While the release of Richard — a wealthy white man with great lawyers — was not surprising, what was remarkable and relevant to today’s debates is that evidence of an intended abortion was discovered in an unwed, unpropertied woman and not fully investigated or acted upon. Nancy would later admit she had been pregnant, yet neither she nor her accomplice were ever charged.

Abortion was later criminalized in Virginia and across other states in the 19th century. But these laws reflected the development of modern gynecology more than a change in morality. The curette, introduced in 1843, was widely adopted when dilators were developed in 1871, resulting in the “D and C” procedure, in which the cervix is dilated to allow for passage of a curette, which removes tissue from the uterus. Abortion transformed from a private, female matter to the purview of male medical professionals, who excluded other providers by influencing lawmakers.

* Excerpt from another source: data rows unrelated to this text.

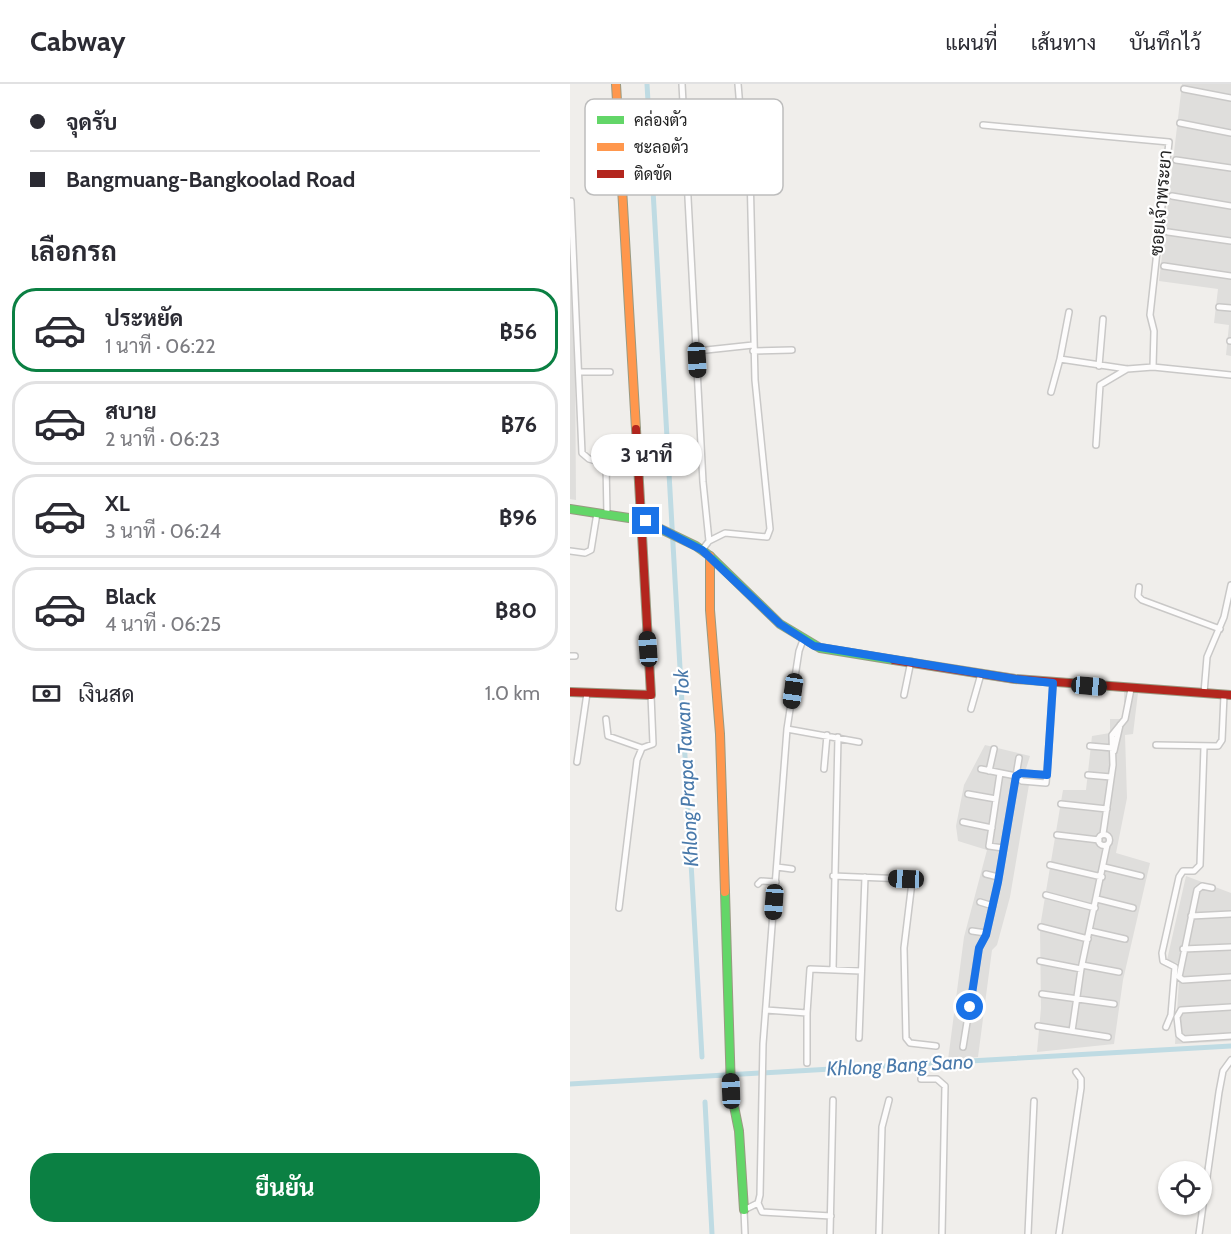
<!DOCTYPE html>
<html lang="th">
<meta charset="utf-8">
<style>
:root{--surface:#fff;--page:#f7f7f7;--text:#2b2b33;--muted:#7c7c81;--line:#e1e1e2;--accent:#0b8043}
body{margin:0;font-family:Cabin,Sarabun,sans-serif;background:var(--page);color:var(--text);height:100vh;display:flex;flex-direction:column;font-size:22px;white-space:nowrap}
*{box-sizing:border-box;margin:0}
p{font-size:20px;color:var(--muted)}
.icon{flex:none;width:33px;height:33px;fill:none;stroke:currentColor;stroke-width:2;stroke-linecap:round;stroke-linejoin:round}
.map{position:relative;flex:1;overflow:hidden}
.sheet{display:flex;flex-direction:column;background:var(--surface);width:570px}
.sheet>*{flex:none}
.guide{display:grid;align-content:center;height:132px;padding:0 30px;background:var(--surface)}
.tools{position:absolute;left:588px;top:1077px;display:grid;gap:12px}
.tools a{display:grid;place-items:center;width:54px;height:54px;border-radius:50%;background:var(--surface);box-shadow:0 2px 4px #0004;font-size:30px}
.end{position:absolute;width:27px;height:27px;margin:-14px;border:8px solid #1a73e8;background:#fff;box-shadow:0 0 0 3px #fff}
.from{border-radius:50%}
.bubble{position:absolute;height:42px;border-radius:21px;background:var(--surface);box-shadow:0 2px 4px #0004;font-size:20px;font-weight:700;line-height:42px;text-align:center}
.car{position:absolute;width:18px;height:36px;margin:-18px -9px;border-radius:8px;box-shadow:0 0 4px 2px #0007;background:linear-gradient(#222 24%,#8ab4d8 0 40%,#222 0 76%,#8ab4d8 0 86%,#222 0)}
.guide b{display:flex;align-items:center;gap:21px;height:57px;font-size:22px}
.guide b+b{border-top:2px solid var(--line)}
.guide i{width:15px;height:15px;background:var(--text)}
ul{padding:0;list-style:none}
li{display:flex;align-items:center;gap:18px;height:84px;margin:0 12px 9px;padding:0 18px;border:3px solid var(--line);border-radius:24px}
li div{flex:1}
li b{display:block;font-size:22px}
li em{font-style:normal;font-weight:700}
li.active{border-color:var(--accent)}
li>.icon{width:54px;height:54px;stroke-width:1.5}
h2{padding:0 30px;font-size:27px;line-height:72px}
.pay{display:flex;align-items:center;gap:15px;height:66px;padding:0 30px;font-size:22px}
.pay p{margin-inline-start:auto}
.primary-button{display:flex;gap:12px;margin-top:auto;padding:12px 30px}
.primary-button a{flex:1;height:69px;border-radius:24px;background:var(--accent);color:#fff;font-size:24px;font-weight:700;line-height:69px;text-align:center}
header{display:flex;align-items:center;gap:36px;box-sizing:border-box;height:84px;padding:0 30px;background:var(--surface);border-bottom:2px solid var(--line)}
header strong{font-size:28px}
nav{display:flex;gap:33px;margin-inline-start:auto;font-size:21px}
main{display:flex;flex:1;min-height:0}
.map>svg:first-child{display:block}
.residential{fill:#dfdedc}
.lines{fill:none;stroke-linecap:round;stroke-linejoin:round}
.canal{stroke:#bfdbe3;stroke-width:5}
.street-casing{stroke:#c9c8c7;stroke-width:8}
.fast-casing{stroke:#999a82;stroke-width:10}
.slow-casing{stroke:#999a82;stroke-width:10}
.jam-casing{stroke:#999a82;stroke-width:10}
.street{stroke:#fdfcfc;stroke-width:5}
.fast{stroke:#63d668;stroke-width:8}
.slow{stroke:#ff974d;stroke-width:8}
.jam{stroke:#b3261e;stroke-width:8}
.route{stroke:#1a73e8;stroke-width:8}
.labels{text-anchor:middle;stroke-width:4.5;stroke-linejoin:round;paint-order:stroke}
.street-label{font-size:18px;fill:#222;stroke:#fff}
.water-label{font-size:20px;font-style:italic;fill:#4a7aab;stroke:#fff}
.key{fill:#fff;stroke:#bdbdbd;stroke-width:1.5}
.key-label{font-size:16px;fill:#222}
</style>
<header>
<strong>Cabway</strong>
<nav><a>แผนที่</a><a>เส้นทาง</a><a>บันทึกไว้</a></nav>
</header>
<main>
<section class="sheet">
<div class="guide">
<b><i class="from"></i>จุดรับ</b>
<b><i></i>Bangmuang-Bangkoolad Road</b>
</div>
<h2>เลือกรถ</h2>
<ul>
<li class="active"><svg class="icon" aria-label="car" viewBox="0 0 24 24"><path d="M5 17H2v-5l4-1 3-4h7l3 4 3 1v5h-3M9 17h6M6 11h13"/><circle cx="7" cy="17" r="2"/><circle cx="17" cy="17" r="2"/></svg><div><b>ประหยัด</b><p>1 นาที · 06:22</p></div><em>฿56</em></li>
<li><svg class="icon" aria-label="car" viewBox="0 0 24 24"><path d="M5 17H2v-5l4-1 3-4h7l3 4 3 1v5h-3M9 17h6M6 11h13"/><circle cx="7" cy="17" r="2"/><circle cx="17" cy="17" r="2"/></svg><div><b>สบาย</b><p>2 นาที · 06:23</p></div><em>฿76</em></li>
<li><svg class="icon" aria-label="car" viewBox="0 0 24 24"><path d="M5 17H2v-5l4-1 3-4h7l3 4 3 1v5h-3M9 17h6M6 11h13"/><circle cx="7" cy="17" r="2"/><circle cx="17" cy="17" r="2"/></svg><div><b>XL</b><p>3 นาที · 06:24</p></div><em>฿96</em></li>
<li><svg class="icon" aria-label="car" viewBox="0 0 24 24"><path d="M5 17H2v-5l4-1 3-4h7l3 4 3 1v5h-3M9 17h6M6 11h13"/><circle cx="7" cy="17" r="2"/><circle cx="17" cy="17" r="2"/></svg><div><b>Black</b><p>4 นาที · 06:25</p></div><em>฿80</em></li>
</ul>
<div class="pay"><svg class="icon" aria-label="cash" viewBox="0 0 24 24"><path d="M3 7h18v10H3z"/><circle cx="12" cy="12" r="2"/></svg>เงินสด<p>1.0 km</p></div>
<div class="primary-button"><a>ยืนยัน</a></div>
</section>
<div class="map">
<svg width="661" height="1150" viewBox="0 0 661 1150">
<rect width="100%" height="100%" fill="#f0eeeb"/>
<path class="residential" d="M612,0h49v272l-5,-1 3,-30 -15,-2 4,-34 -59,-8z
M0,169l5,103 1,144 -6,-1z
M554,607l14,2 -5,41 -8,1 2,63 -11,55 34,10 -27,117 -9,64 -77,8 4,-44 -1,-81 23,-137h23l6,-54 18,-3v-14h14z
M415,661l45,11 -5,16 6,1 -21,124 -13,48 -5,5 -14,107 -30,3 16,-123 23,-87 -29,-9 -2,-15 8,-41z
M616,792l45,17v148l-56,3 5,-80 -13,-4z"/>
<g class="lines">
<path class="canal" d="M77,0l55,973
M0,1000l661,-38
M135,1018l7,132"/>
<defs>
<path id="street" d="M112,0l21,398 6,59 -7,9
M614,5l47,9
M610,39l51,10
M413,41l186,17 -19,173 4,16 -1,36 78,8
M116,64l19,-6
M135,76l1,-36
M606,76l55,8
M602,112l59,10
M1,117l11,252 7,6 17,5 1,50
M598,148l63,9
M594,182l67,10
M649,223l12,1
M499,228l-9,47 67,10 26,-2
M660,257h1
M127,267l56,-6
M183,267l39,-1
M529,282l4,-47
M9,288h31
M481,308l9,-33
M526,361l4,-60 27,-16
M139,457l16,-8 42,4 3,-8 -15,-149 -6,-250 -9,-22 -2,-24
M0,467l15,2 6,-3 6,-37
M569,503l-1,9 4,4 78,29
M0,572h5
M634,609l3,-36 17,-40 7,-32
M334,611l7,-34
M401,625l10,-35
M36,635l2,17 34,12
M217,645l72,13
M586,661l62,1 4,-6 2,-45
M520,662l23,2
M544,667l6,-26
M7,678l10,-69
M254,685l3,-34
M411,685l35,7
M419,687l5,-22
M430,689l-11,73 14,2
M476,691l-25,-2 -5,3 6,5 24,2c3,-33 5,-67 7,-100
M518,691l23,2
M398,710l28,5
M491,720l46,5
M393,738l29,6
M533,750l10,-69 -1,-30 13,-16 6,-30
M528.5 756a5.5 5.5 0 1 1 11 0a5.5 5.5 0 1 1-11 0Z
M487,751l42,5
M480,781l52,12
M207,783l15,2
M534,783l37,9
M416,790l12,3
M263,792l73,3 6,3 -8,66 2,90 4,5 26,3
M188,800l3,-3 15,1
M642,804l-10,-2 -5,4 -18,87 4,3 48,-3
M476,811l49,13
M527,815l36,9
M410,818l13,4
M49,824l18,-148 5,-12 11,-4 -2,-49
M621,832l40,-2
M471,843l47,12
M402,847l14,2
M520,847l35,8
M613,865l48,-2
M470,877l41,8
M512,881l37,7
M263,885l5,-232
M472,910l72,10
M661,923l-50,3 -4,7 2,18 5,4 47,-3
M196,926l41,3v50
M237,929l3,-44 51,2
M468,942l70,11
M596,943l5,-12 4,-48 -12,-6 -1,-8 17,-76 4,-6h11l6,-6 4,-118
M502,947l9,-62 26,-124
M289,954l6,-161
M393,963l16,-99 7,-13 12,-53 21,-124
M351,995h16l8,7 -3,148
M188,1119l4,9 69,4
M175,1150l-1,-24 14,-7 2,-8 3,-151 24,-315 12,-78 4,-11
M260,1150l3,-134
M309,1150l3,-107 7,-27
M458,1150l6,-133
M489,1150l22,-146v-9l-5,-7
M629,1150l20,-142 4,-21 8,-11"/>
<path id="fast" d="M0,425l72,11 54,26 14,10 70,68 40,24 74,12
M155,808l6,199 8,40 5,79"/>
<path id="slow" d="M46,0l20,345
M140,472v54l10,124 5,158"/>
<path id="jam" d="M324,576l121,19 216,16
M0,608l81,3 -15,-266"/>
</defs>
<use href="#street" class="street-casing"/>
<use href="#fast" class="fast-casing"/>
<use href="#slow" class="slow-casing"/>
<use href="#jam" class="jam-casing"/>
<use href="#street" class="street"/>
<use href="#fast" class="fast"/>
<use href="#slow" class="slow"/>
<use href="#jam" class="jam"/>
</g>
<g class="lines">
<path class="route" d="M76,437l56,29 78,74 34,22 201,33 38,4 -6,92 -26,-2 -5,3 -18,106 -12,53 -7,13 -9,59"/>
</g>
<g class="labels">
<g class="street-label">
<text transform="translate(591 119) rotate(-85)" y="6">ซอยเจ้าพระยา</text>
</g>
<g class="water-label">
<text transform="translate(116 684) rotate(-93)" y="7">Khlong Prapa Tawan Tok</text>
<text transform="translate(330 981) rotate(-3)" y="7">Khlong Bang Sano</text>
</g>
</g>
<rect x="15" y="15" width="198" height="96" rx="9" class="key"/>
<rect x="27" y="32" width="27" height="8" fill="#63d668"/>
<rect x="27" y="59" width="27" height="8" fill="#ff974d"/>
<rect x="27" y="86" width="27" height="8" fill="#b3261e"/>
<g class="key-label">
<text x="64" y="42">คล่องตัว</text>
<text x="64" y="69">ชะลอตัว</text>
<text x="64" y="96">ติดขัด</text>
</g>
</svg>
<div class="tools">
<a><svg class="icon" aria-label="locate" viewBox="0 0 24 24"><circle cx="12" cy="12" r="6"/><path d="M12 2v4M12 18v4M2 12h4M18 12h4"/></svg></a>
</div>
<i class="end from" style="left:400px;top:923px"></i>
<i class="end" style="left:76px;top:437px"></i>
<div class="bubble" style="left:21px;top:350px;width:111px">3 นาที</div>
<i class="car" style="left:127px;top:276px;rotate:177deg"></i>
<i class="car" style="left:78px;top:565px;rotate:356deg"></i>
<i class="car" style="left:519px;top:602px;rotate:95deg"></i>
<i class="car" style="left:223px;top:607px;rotate:188deg"></i>
<i class="car" style="left:336px;top:795px;rotate:272deg"></i>
<i class="car" style="left:204px;top:818px;rotate:184deg"></i>
<i class="car" style="left:161px;top:1007px;rotate:358deg"></i>
</div>
</main>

Therefore, the more historically accurate conclusion is Justice Harry Blackmun’s majority opinion in Roe v. Wade (1973), that “at the time of the adoption of our Constitution, and throughout the majority of the 19th century, abortion was viewed with less disfavor than under most American statutes currently in effect. Phrasing it another way, a woman enjoyed a substantially broader right to terminate a pregnancy than she does in most States today. “

Though Marshall’s notes on Commonwealth v. Randolph are extensive, this episode is poorly documented in the county court records, and, thus, no formal case law was generated. Regardless, the episode begs examination as it involved key Founders who occupied vastly different positions on the political spectrum, both nationally and in Virginia. The Federalist Marshall believed in a strong national government. Jefferson mostly supported a decentralized system. Henry was a populist. Yet all three tacitly agreed that abortion in this case was a private matter, not a criminal act worthy of further investigation and prosecution. In a remarkable coda, Nancy went on to marry Gouverneur Morris of New York, an influential signer of the Constitution, who was well aware of her backstory.

If anything, the saga demonstrates that the concept of abortion as a private matter was “deeply rooted” in the minds of our nation’s Founders. As Americans consider their next move on the abortion issue at the state level, they should be mindful of the precedents followed by these early giants of our republic.

Sarah Hougen Poggi is a Virginia-based obstetrician-gynecologist specializing in maternal-fetal medicine. Cynthia A. Kierner is a Virginia-based historian and author of “Scandal at Bizarre: Rumor and Reputation in Jefferson’s America.”